Another month has flown by, and we’re here to recap what happened in terms of online and digital security! This time, we’re looking back at what happened in July in the hopes that it will lead to a safer and more-informed summer for us all. Read on to see what stories we thought were most important over the past four weeks.
Code Signing as a Service with eSigner
Need an overview of what SSL.com offers in terms of code signing, including our new eSigner cloud signing service? Check out the new article by Giannis Naziridis, eSigner: Code Signing as a Service, which does just that. In particular, the article highlights the advantages of eSigner for developers who would like to be able to sign code from any internet-connected computer without requiring USB tokens, HSMs, or specialized knowledge of PKI. eSigner also lets developers conveniently share code signing certificates with team members.
Firefox Rolling out DoH-by-Default in Canada
Early in July, the Mozilla blog announced that Firefox will soon be extending default DNS-over-HTTPS to Canadian users. The browser will partner with the Canadian Internet Registration Authority to ultimately reach a goal of DoH as a default for all Canadian Firefox users.
As we’ve written before, the move to DoH as a default is gaining steam. Firefox adopted it for US users in February 2020, and in June 2020 Comcast joined the Mozilla initiative to embrace the standard. From the blog:
Since 2018, Mozilla, CIRA, and other industry stakeholders have been working to develop, standardize, and deploy a technology called DNS over HTTPS (or DoH). DoH helps to protect browsing activity from interception, manipulation, and collection in the middle of the network by encrypting the DNS data.
As the blog also notes, encrypting data with DoH is only a first step.
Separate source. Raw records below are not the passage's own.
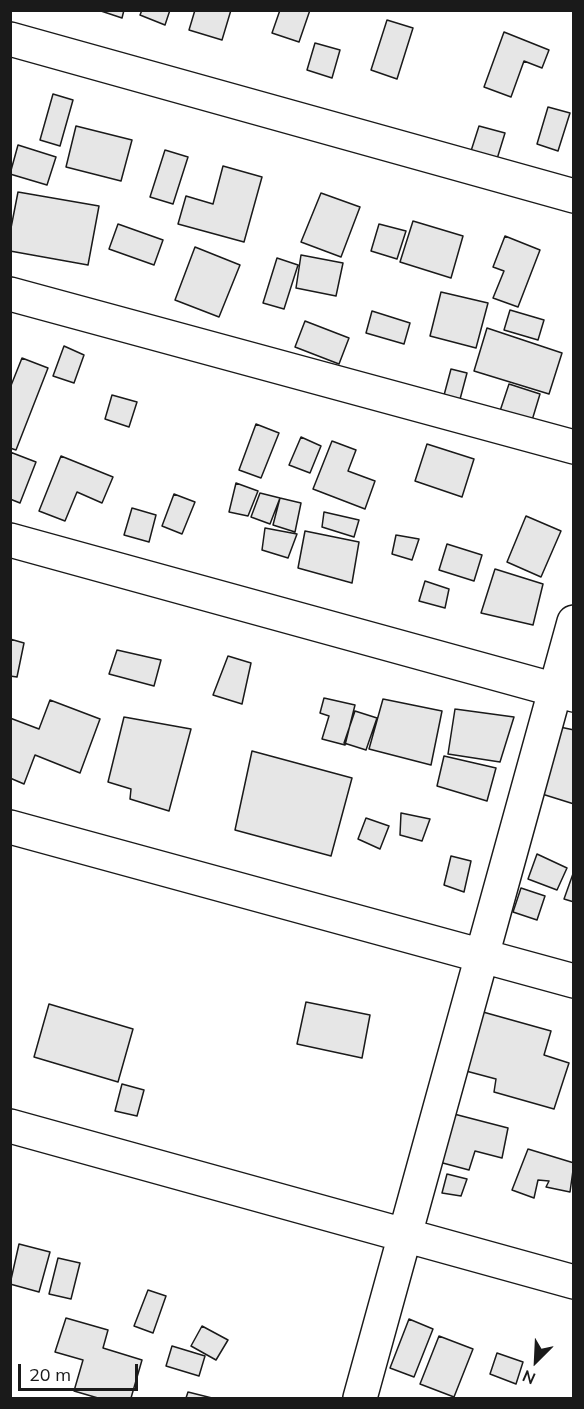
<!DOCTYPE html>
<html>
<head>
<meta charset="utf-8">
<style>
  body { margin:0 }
  #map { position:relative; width:584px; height:1409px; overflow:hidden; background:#fff; font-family:Mulish,sans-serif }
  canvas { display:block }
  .frame { position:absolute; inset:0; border:12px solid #1a1a1a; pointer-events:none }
  .north { position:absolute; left:506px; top:1331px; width:60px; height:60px; -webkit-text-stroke:4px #fff; paint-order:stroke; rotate:204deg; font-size:16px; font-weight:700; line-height:24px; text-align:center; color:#1a1a1a }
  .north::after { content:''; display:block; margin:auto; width:21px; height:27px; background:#1a1a1a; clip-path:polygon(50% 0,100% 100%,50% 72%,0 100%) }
  .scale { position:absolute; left:18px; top:1364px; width:120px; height:27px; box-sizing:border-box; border:3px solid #1a1a1a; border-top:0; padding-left:8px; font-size:18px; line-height:21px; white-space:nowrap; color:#1a1a1a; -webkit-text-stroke:4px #fff; paint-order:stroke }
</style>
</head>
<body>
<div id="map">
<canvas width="584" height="1409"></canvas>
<div class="frame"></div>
<div class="north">N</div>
<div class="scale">20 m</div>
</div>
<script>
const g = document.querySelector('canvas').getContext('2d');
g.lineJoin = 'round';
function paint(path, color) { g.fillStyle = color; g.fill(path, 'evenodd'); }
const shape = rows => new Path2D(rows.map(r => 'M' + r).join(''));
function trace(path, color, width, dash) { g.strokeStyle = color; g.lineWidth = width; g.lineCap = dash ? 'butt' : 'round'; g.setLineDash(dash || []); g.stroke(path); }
const building = shape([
  [98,10,124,10,122,18,98,10],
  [142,10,170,10,165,25,140,15,142,10],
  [195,10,231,10,222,40,189,30,195,10],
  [280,10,310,10,299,42,272,33,280,10],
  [387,20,413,28,397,79,371,70,387,20],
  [504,32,549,50,542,68,524,61,511,97,484,87,504,32],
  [315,43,340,50,332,78,307,70,315,43],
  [53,94,73,100,60,146,40,140,53,94],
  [548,107,570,113,558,151,537,144,548,107],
  [76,126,132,140,121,181,66,167,76,126],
  [479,126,505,133,497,159,471,151,479,126],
  [18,145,56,157,47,185,10,174,18,145],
  [165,150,188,157,173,204,150,197,165,150],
  [223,166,262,177,244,242,178,224,186,196,213,204,223,166],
  [18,192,99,206,88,265,10,251,10,233,18,192],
  [321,193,360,207,341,257,301,242,321,193],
  [413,221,463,236,451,278,400,262,413,221],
  [118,224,163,240,154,265,109,249,118,224],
  [379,224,406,231,397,259,371,251,379,224],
  [505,236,540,250,518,307,493,298,504,271,493,267,505,236],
  [195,247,240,265,219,317,175,300,195,247],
  [301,255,343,263,336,296,296,288,301,255],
  [277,258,298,265,284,309,263,303,277,258],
  [441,292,488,303,476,348,430,336,441,292],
  [510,310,544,320,538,340,504,330,510,310],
  [372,311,410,323,404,344,366,333,372,311],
  [305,321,349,338,339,364,295,347,305,321],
  [487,328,562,353,549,394,474,371,487,328],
  [64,346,84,355,74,383,53,376,64,346],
  [22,358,48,368,16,450,10,448,10,388,22,358],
  [451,369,467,373,459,403,443,399,451,369],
  [509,384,540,394,530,427,498,417,509,384],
  [112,395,137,402,129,427,105,419,112,395],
  [256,424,279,433,261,478,239,470,256,424],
  [301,437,321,446,310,473,289,465,301,437],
  [332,441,356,450,348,471,375,481,365,509,313,489,332,441],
  [427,444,474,459,462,497,415,481,427,444],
  [10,452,36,462,20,503,10,499,10,452],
  [61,456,113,477,102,503,77,492,65,521,39,511,61,456],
  [236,483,258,491,248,516,229,512,236,483],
  [260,493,280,498,270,524,251,517,260,493],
  [174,494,195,502,182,534,162,526,174,494],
  [280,498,301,503,295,532,273,525,280,498],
  [132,508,156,515,149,542,124,535,132,508],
  [324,512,359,520,354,537,322,527,324,512],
  [526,516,561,531,541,577,507,562,526,516],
  [265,528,297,534,288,558,262,550,265,528],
  [305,531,359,542,352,583,298,568,305,531],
  [396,535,419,539,412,560,392,554,396,535],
  [447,544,482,555,474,581,439,570,447,544],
  [495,569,543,584,533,625,481,613,495,569],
  [425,581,449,589,445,608,419,601,425,581],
  [10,639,24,643,17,677,10,676,10,639],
  [117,650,161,660,154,686,109,674,117,650],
  [228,656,251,663,242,704,213,695,228,656],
  [324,698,355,705,345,745,322,739,329,716,320,713,324,698],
  [383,699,442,711,431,765,369,749,383,699],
  [50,700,100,719,80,773,35,755,24,784,10,778,10,718,39,729,50,700],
  [455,709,514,717,500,762,448,754,455,709],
  [355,711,377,718,366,750,344,743,355,711],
  [124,717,191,729,169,811,130,799,131,789,108,782,124,717],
  [560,727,574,730,574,804,542,794,560,727],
  [252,751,352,778,331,856,235,830,252,751],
  [444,756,496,768,487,801,437,786,444,756],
  [401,813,430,819,422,841,400,835,401,813],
  [366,818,389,826,380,849,358,839,366,818],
  [537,854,567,868,557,890,528,879,537,854],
  [451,856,471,861,464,892,444,885,451,856],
  [574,871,574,902,564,899,574,871],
  [521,888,545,896,537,920,513,912,521,888],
  [306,1002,370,1015,362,1058,297,1044,306,1002],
  [49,1004,133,1029,118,1082,34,1057,49,1004],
  [483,1012,551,1031,544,1055,569,1063,554,1109,494,1092,496,1079,466,1071,483,1012],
  [122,1084,144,1090,137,1116,115,1111,122,1084],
  [454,1114,508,1128,502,1158,475,1151,469,1170,439,1162,454,1114],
  [528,1149,574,1163,570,1192,546,1187,549,1181,538,1180,534,1198,512,1190,528,1149],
  [447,1174,467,1179,461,1196,442,1193,447,1174],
  [19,1244,50,1252,39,1292,10,1284,19,1244],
  [58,1258,80,1263,71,1299,49,1294,58,1258],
  [148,1290,166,1296,153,1333,134,1326,148,1290],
  [66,1318,108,1330,103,1348,142,1360,131,1398,98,1398,74,1391,83,1360,55,1352,66,1318],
  [409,1319,433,1329,414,1377,390,1368,409,1319],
  [202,1326,228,1340,216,1360,191,1346,202,1326],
  [439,1336,473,1349,454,1397,420,1384,439,1336],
  [172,1346,205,1356,199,1376,166,1366,172,1346],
  [497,1353,523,1362,516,1384,490,1374,497,1353],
  [188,1392,212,1398,186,1398,188,1392]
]);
paint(building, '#e6e6e6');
trace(building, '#1a1a1a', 1.5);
const minor = shape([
  [10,39,574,196],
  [10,294,574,447],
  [10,540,574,695],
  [10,827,574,981],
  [10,1126,574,1282],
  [360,1398,574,622]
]);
trace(minor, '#1a1a1a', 36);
trace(minor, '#fff', 33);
</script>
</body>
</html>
Yes, DoH encrypts DNS information and prevents spying on what websites people are visiting, but Mozilla encourages companies that handle DNS data to follow rules like the ones laid out in its Trusted Recursive Resolver program.
Chrome 92 Improves Its Phishing Detection
The Chromium Blog brings word that phishing detection by Chrome is now faster and more efficient than ever. That does sound like a typical industry blog, granted, but the reason why the browser’s phishing detection has improved is pretty interesting. Chrome 92 is now quickly analyzing site color schemes to match known phishing sites, speeding detection by a factor of 50.
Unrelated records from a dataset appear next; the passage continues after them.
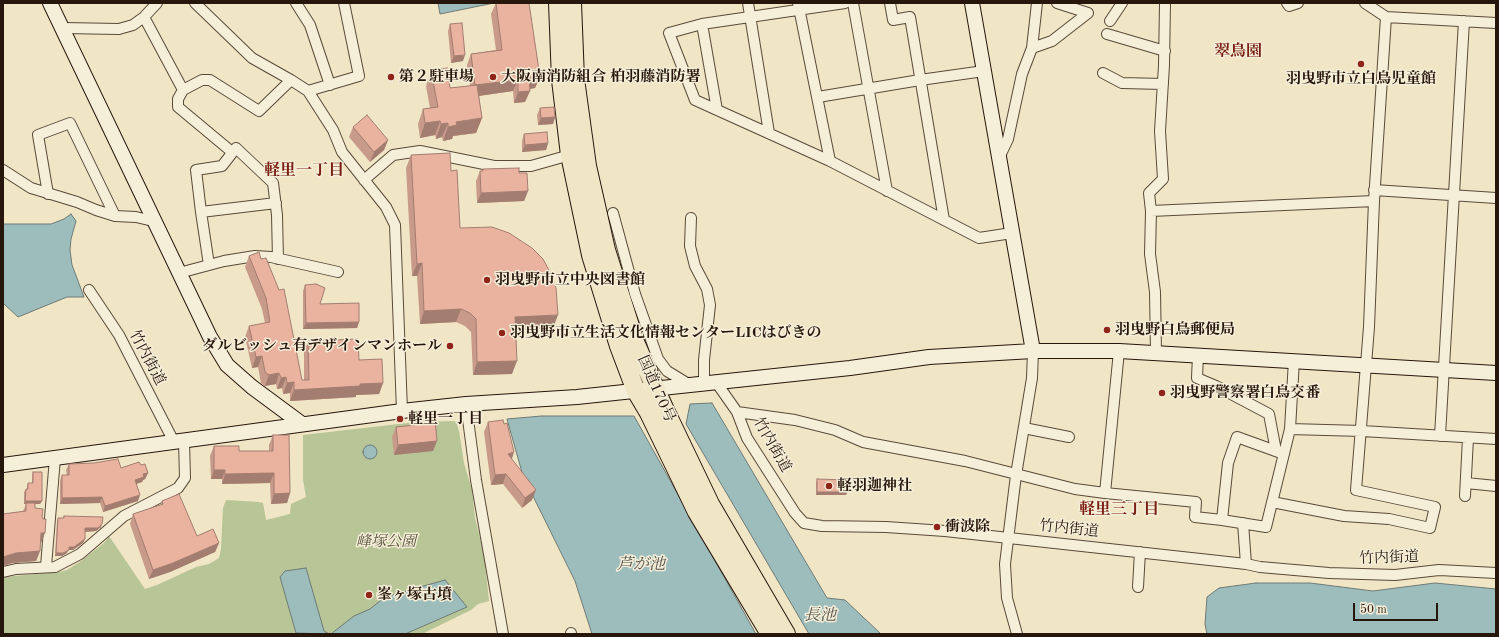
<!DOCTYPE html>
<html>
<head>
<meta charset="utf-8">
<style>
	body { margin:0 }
	#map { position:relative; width:1499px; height:637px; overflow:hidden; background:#f0e5c5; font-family:"Old Standard TT",serif }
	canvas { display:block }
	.frame { position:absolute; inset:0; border:4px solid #27160c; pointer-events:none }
	.scale { position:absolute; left:1353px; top:603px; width:85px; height:18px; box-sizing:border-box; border:2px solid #27160c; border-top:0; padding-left:5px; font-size:12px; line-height:14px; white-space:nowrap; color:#27160c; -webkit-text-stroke:3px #f5eed9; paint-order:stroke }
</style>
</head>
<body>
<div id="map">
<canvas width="1499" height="637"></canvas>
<div class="frame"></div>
<div class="scale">50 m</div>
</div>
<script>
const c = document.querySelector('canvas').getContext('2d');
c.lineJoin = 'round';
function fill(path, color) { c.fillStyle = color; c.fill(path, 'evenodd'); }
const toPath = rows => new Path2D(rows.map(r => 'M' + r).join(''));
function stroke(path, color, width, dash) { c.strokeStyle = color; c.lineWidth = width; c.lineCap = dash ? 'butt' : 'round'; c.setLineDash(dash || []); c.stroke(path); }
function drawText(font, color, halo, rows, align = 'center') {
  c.font = font + ' "Old Standard TT","Noto Serif JP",serif'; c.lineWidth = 3; c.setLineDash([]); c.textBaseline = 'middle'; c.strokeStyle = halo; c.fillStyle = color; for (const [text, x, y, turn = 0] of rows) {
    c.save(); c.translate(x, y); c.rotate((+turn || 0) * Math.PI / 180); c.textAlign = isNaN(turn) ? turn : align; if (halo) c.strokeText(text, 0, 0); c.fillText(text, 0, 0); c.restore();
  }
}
fill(toPath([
	[456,421,459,431,464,463,472,490,475,518,484,554,489,601,478,604,471,610,426,632,425,634,3,634,3,577,59,572,67,570,81,561,104,543,109,536,145,589,157,585,196,567,209,564,219,558,221,549,223,508,226,500,259,502,263,503,266,520,290,514,291,504,306,497,303,480,303,435,416,422]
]), '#b8c596');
const water = toPath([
	[438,3,494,3,440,14,438,3],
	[71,214,76,221,71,239,70,250,72,265,84,297,67,297,18,317,3,303,3,224,51,224,64,219,71,214],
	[712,403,827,598,845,600,881,634,809,634,686,424,690,404,712,403],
	[542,416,634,416,756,634,592,634,575,581,523,476,507,419,542,416],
	'363 452a7 7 0 1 1 14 0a7 7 0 1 1-14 0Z',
	[306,568,324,631,329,634,296,633,280,577,285,571,306,568],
	[445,580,467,607,405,634,331,634,354,616,370,609,385,597,445,580],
	[1256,583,1310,583,1373,591,1435,583,1496,589,1496,634,1207,634,1205,624,1207,597,1219,588,1256,583]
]);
fill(water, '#9dbdbd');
stroke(water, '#6e7a76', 1);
const street = toPath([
	[195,3,252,58,291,80,308,91,333,130,342,152,386,207,395,225,402,411],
	[296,3,310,25,330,85],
	[748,3,769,133],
	[798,3,830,161],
	[845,3,702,24,669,33,695,100,830,161,979,238,1012,233],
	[853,3,887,191],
	[890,3,893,20,910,17,944,220],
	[1057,3,1088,13],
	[1287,3,1289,6,1298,3],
	[1365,3,1386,17,1496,23],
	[144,17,183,90],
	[1110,21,1122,3],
	[702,24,717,110],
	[63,28,119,29,133,25,144,17,157,3],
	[1107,34,1165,51],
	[1032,48,1052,41,1088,13],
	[1103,73,1122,83,1163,84],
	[308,91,359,76,344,3],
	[818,97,920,80,984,71],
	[232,152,178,107,178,99,183,90,202,80,210,80,259,111,291,80],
	[999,158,1008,139,1022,74,1032,48,1037,3],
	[3,170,31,188,77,202,96,210,115,216,136,217,153,221],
	[364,180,393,155,420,151,494,166,531,166,570,155],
	[1374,190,1496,198],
	[48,194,38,135,70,123,115,216],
	[1151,211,1374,201],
	[201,212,276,203],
	[613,213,635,294,658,359,667,371,690,385],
	[691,218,690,246,695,266,707,289,710,305,704,360,704,383],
	[209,265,201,212,196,170,222,166,236,148,273,183,277,215,278,259],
	[179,273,224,261,255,256,271,257,338,272],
	[89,290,119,335,174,442],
	[1119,351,1105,493,1196,502,1195,517,1222,520,1228,463,1237,437,1284,454],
	[1156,353,1155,292,1150,254,1151,211,1149,193,1163,179,1160,131,1164,65,1165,3],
	[1198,355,1197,378,1216,386,1269,414,1276,451],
	[716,382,737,412,747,438,795,513,804,523,822,526,886,527,945,531,1246,564,1260,567,1329,573,1395,575,1439,570,1496,573],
	[466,404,476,480,503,634],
	[737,412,795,420,835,430,863,442,965,461,1075,489,1105,493],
	[1024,428,1069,437],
	[1290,429,1362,431,1496,439],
	[1440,436,1464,21],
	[1466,483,1496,486],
	[1465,496,1468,438],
	[1272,502,1344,516,1389,519,1430,528,1435,507,1356,490,1369,327,1374,201,1386,17],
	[1222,520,1266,527,1290,429,1294,360],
	[1243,523,1246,564],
	[46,566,55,458],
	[3,572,16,569,55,567,80,554,124,516,178,488,185,478,184,441],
	[1138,587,1140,552],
	[571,634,571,633],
	[1017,634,1007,598,1005,564,1016,475,1032,378,1033,351]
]);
const secondary = toPath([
	[50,3,210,337,227,365,252,387,302,424],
	[972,3,1033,351],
	[3,465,402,411,466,404,577,397,850,368,929,357,1033,351,1119,351,1496,373]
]);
const highway = toPath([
	[558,3,561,80,570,155,591,255,619,346,636,391,649,413,697,512,770,634],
	[572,3,575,79,587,166,606,250,635,342,664,408,710,504,786,634]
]);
stroke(street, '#594a3a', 12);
stroke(secondary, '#27160c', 16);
stroke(highway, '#27160c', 20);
stroke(street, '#f5eed9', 10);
stroke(secondary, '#f5eed9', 14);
stroke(highway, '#f0e5c5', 18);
fill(toPath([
	[496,3,540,77,535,88,529,89,530,91,525,102,514,103,513,91,479,96,482,118,476,133,453,136,452,139,443,141,442,137,436,139,435,135,420,138,418,124,423,109,430,108,426,86,431,71,450,88,470,86,467,65,471,54,496,50,491,14],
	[450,24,463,61,451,63,448,31],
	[540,108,555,117,553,124,538,125,537,115],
	[353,127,388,140,384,150,370,162,349,137],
	[524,134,548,143,546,150,522,152,522,141],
	[411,155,451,171,460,228,553,328,516,329,512,374,473,375,471,332,465,326,456,322,420,324,417,276,412,276,406,168],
	[483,169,519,173,528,191,524,201,477,203,476,181,480,171,482,171],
	[249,256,302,380,304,380,304,352,308,341,359,360,383,383,379,394,356,395,356,397,290,401,290,393,283,394,282,388,277,389,276,384,265,386,261,383,258,367,252,368,245,337,249,326,265,323,262,309,245,267],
	[305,285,320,304,359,322,357,328,303,329,303,291],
	[414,421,437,441,433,451,394,455,392,437,396,427,413,425],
	[488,422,512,459,532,500,522,508,503,484,491,485,484,432],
	[273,435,290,493,287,503,271,504,270,483,222,484,222,479,211,479,210,456,214,446,239,451,269,451,269,445],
	[69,464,121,468,141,465,148,473,145,479,143,480,142,482,136,484,138,501,103,512,100,503,60,504,60,481,62,475,67,475,66,470],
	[33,472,42,501,40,504,35,504,35,508,41,543,40,543,40,551,36,561,12,563,3,566,3,514,23,511,26,504,24,504,24,492,26,489,27,489,27,486,28,483,32,483,32,475],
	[817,479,847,492,846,495,816,495,816,482],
	[162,501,197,536,219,543,215,552,170,572,149,579,130,524,133,514,161,505],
	[64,516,101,527,96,531,85,532,85,539,83,543,73,550,68,550,67,553,62,556,55,556,57,521,58,518,63,518]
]), '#c89a8a');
fill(toPath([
	[465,55,463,61,451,63,454,56],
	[540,77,535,88,524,90,529,78],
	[518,80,513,91,471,97,475,85],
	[530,91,525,102,514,103,518,92],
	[555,117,553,124,538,125,541,118],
	[482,118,476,133,453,136,452,139,443,141,448,127,456,122],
	[440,121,435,135,420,138,425,123],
	[448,123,442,137,436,139,441,124],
	[388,140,384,150,370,162,374,152],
	[548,143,546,150,522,152,525,145],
	[528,191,524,201,477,203,481,193],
	[422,263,417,276,412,276,417,264],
	[461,309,456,322,420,324,424,311],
	[558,315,553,328,510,330,515,317],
	[359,322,357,328,303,329,306,323],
	[262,356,258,367,252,368,256,357],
	[517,361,512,374,473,375,477,362],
	[279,373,276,384,265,386,269,375],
	[286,377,282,388,277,389,281,378],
	[294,382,290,393,283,394,287,383],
	[383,383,379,394,356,395,356,397,290,401,294,390,360,384],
	[437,441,433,451,394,455,398,445],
	[514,452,511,462,508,454],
	[214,470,225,470,222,479,211,479],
	[148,473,145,479,143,480,142,482,133,485,135,480,143,474],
	[274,473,270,483,222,484,225,474],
	[506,474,503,484,491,485,495,475],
	[536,490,532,500,522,508,525,498],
	[817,492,847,492,846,495,816,495],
	[290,493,287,503,271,504,274,494],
	[140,495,138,501,103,512,105,506],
	[102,497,100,503,60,504,62,498],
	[25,501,42,501,40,504,26,504,26,503,26,504,24,504],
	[102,524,101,527,96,531,84,532,85,528],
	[41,533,45,533,41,543,37,543],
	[85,539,83,543,73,550,68,550,67,553,62,556,55,556,56,553],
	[219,543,215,552,170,572,149,579,153,570],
	[40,551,36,561,12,563,3,566,3,557,16,553]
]), '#a37d70');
const building = toPath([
	[496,3,529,3,540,77,529,78,530,91,518,92,518,80,475,85,471,54,502,50,496,3],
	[462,23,465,55,454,56,450,24,462,23],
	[447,68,450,88,477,85,482,118,456,122,457,125,448,127,448,123,441,124,440,121,425,123,423,109,438,107,431,71,447,68],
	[554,107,555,117,541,118,540,108,554,107],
	[367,115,388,140,374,152,353,127,367,115],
	[547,132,548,143,525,145,524,134,547,132],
	[450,153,451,171,457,170,460,228,492,227,509,233,532,248,543,259,550,272,556,288,558,315,515,317,517,361,477,362,476,319,470,313,461,309,424,311,422,263,417,264,411,155,450,153],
	[519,168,519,173,527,173,528,191,481,193,480,171,483,171,483,169,519,168],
	[259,252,261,259,266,258,279,290,284,289,302,380,309,380,308,341,358,339,359,360,382,359,383,383,360,384,360,386,294,390,294,382,287,383,286,377,281,378,279,373,269,375,265,372,262,356,256,357,249,326,270,322,266,298,249,256,259,252],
	[316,284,325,288,320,304,359,303,359,322,306,323,305,285,316,284],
	[435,419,437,441,398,445,396,427,415,425,414,421,435,419],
	[503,420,504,424,507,423,514,452,508,454,536,490,525,498,506,474,495,475,488,422,503,420],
	[273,435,289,435,290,493,274,494,274,473,225,474,225,470,214,470,214,446,239,446,239,451,273,451,273,435],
	[118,459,121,468,139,462,141,465,145,464,148,473,143,474,144,477,135,480,140,495,105,506,102,497,62,498,62,475,69,475,69,464,94,463,118,459],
	[33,472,42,472,42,501,25,501,26,489,28,489,28,483,33,483,33,472],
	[817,479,847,480,847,492,817,492,817,479],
	[179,494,197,536,213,529,219,543,173,563,153,570,133,514,163,504,162,501,179,494],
	[26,503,35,503,35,508,43,509,42,516,43,519,46,519,45,533,41,533,40,551,16,553,3,557,3,514,26,511,26,503],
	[64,516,103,517,102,524,98,528,85,528,85,539,74,547,69,547,69,550,63,553,56,553,58,518,64,518,64,516]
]);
fill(building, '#e9b3a0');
stroke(building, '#a37d70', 1);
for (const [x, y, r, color] of [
	[1361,64,4,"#8f2418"],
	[391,77,4,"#8f2418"],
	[493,77,4,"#8f2418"],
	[487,280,4,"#8f2418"],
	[1107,330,4,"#8f2418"],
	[502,333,4,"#8f2418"],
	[450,346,4,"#8f2418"],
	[1162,393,4,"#8f2418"],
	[400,419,4,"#8f2418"],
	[829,486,4,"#8f2418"],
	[937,527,4,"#8f2418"],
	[369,595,4,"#8f2418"]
]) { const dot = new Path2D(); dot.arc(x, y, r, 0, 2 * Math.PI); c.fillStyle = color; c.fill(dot); stroke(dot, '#f5eed9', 1.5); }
drawText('bold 15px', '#27160c', '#f5eed9', [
	["第２駐車場",399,77],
	["大阪南消防組合 柏羽藤消防署",501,77],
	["羽曳野市立白鳥児童館",1361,79,"center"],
	["羽曳野市立中央図書館",495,280],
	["羽曳野白鳥郵便局",1115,330],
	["羽曳野市立生活文化情報センターLICはびきの",510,333],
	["ダルビッシュ有デザインマンホール",442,346,"right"],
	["羽曳野警察署白鳥交番",1170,393],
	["軽里一丁目",408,419],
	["軽羽迦神社",837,486],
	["衝波除",945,527],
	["峯ヶ塚古墳",377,595]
], 'left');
drawText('15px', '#27160c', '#f5eed9', [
	["竹内街道",147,358,62],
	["国道170号",656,389,66],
	["竹内街道",772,445,60],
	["竹内街道",1069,529,6],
	["竹内街道",1389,558,-2]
]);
drawText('italic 15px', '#5a533c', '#f5eed9', [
	["峰塚公園",386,542]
]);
drawText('bold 16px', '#7a1f14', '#f5eed9', [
	["翠鳥園",1238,52],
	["軽里一丁目",304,171],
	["軽里三丁目",1119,510]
]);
drawText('italic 16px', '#50504a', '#f5eed9', [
	["芦が池",641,565],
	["長池",820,616]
]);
</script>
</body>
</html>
The blog also notes that, in addition to faster speeds, the process used to detect phish-y sites has gotten more efficient. Due to privacy concerns, the calculations are done on users’ machines. Chrome’s improvements are good news for laptop batteries, with an estimated reduction of 1.2% of of the total CPU time used by the browser’s rendering and utility processes.
Microsoft: New SolarWinds Attacker Targets Consumer Routers
A new attack on the embattled SolarWinds has recently been attributed to a Chinese group by Microsoft, which posted details of the attack. Simon Sharwood of The Register does an admirable job of breaking down the situation. In their report, Microsoft notes that the group responsible for the attack, which allowed attackers to run code, install programs and change data on targets “has been observed using commercial VPN solutions and compromised consumer routers in their attacker infrastructure.” The Register article goes on:
The mention of consumer routers is notable, as vendors of such devices are often unhelpfully relaxed about security and seldom make their machines easy to upgrade or advise when an update is necessary. ISPs, which often provide such devices to users, also seldom offer update advice.
While there are a lot of details to the attack, we agree that this is notable. Routers and the Internet of Things in general have increasingly become an entry point for bad guys into everything from home systems to giant companies.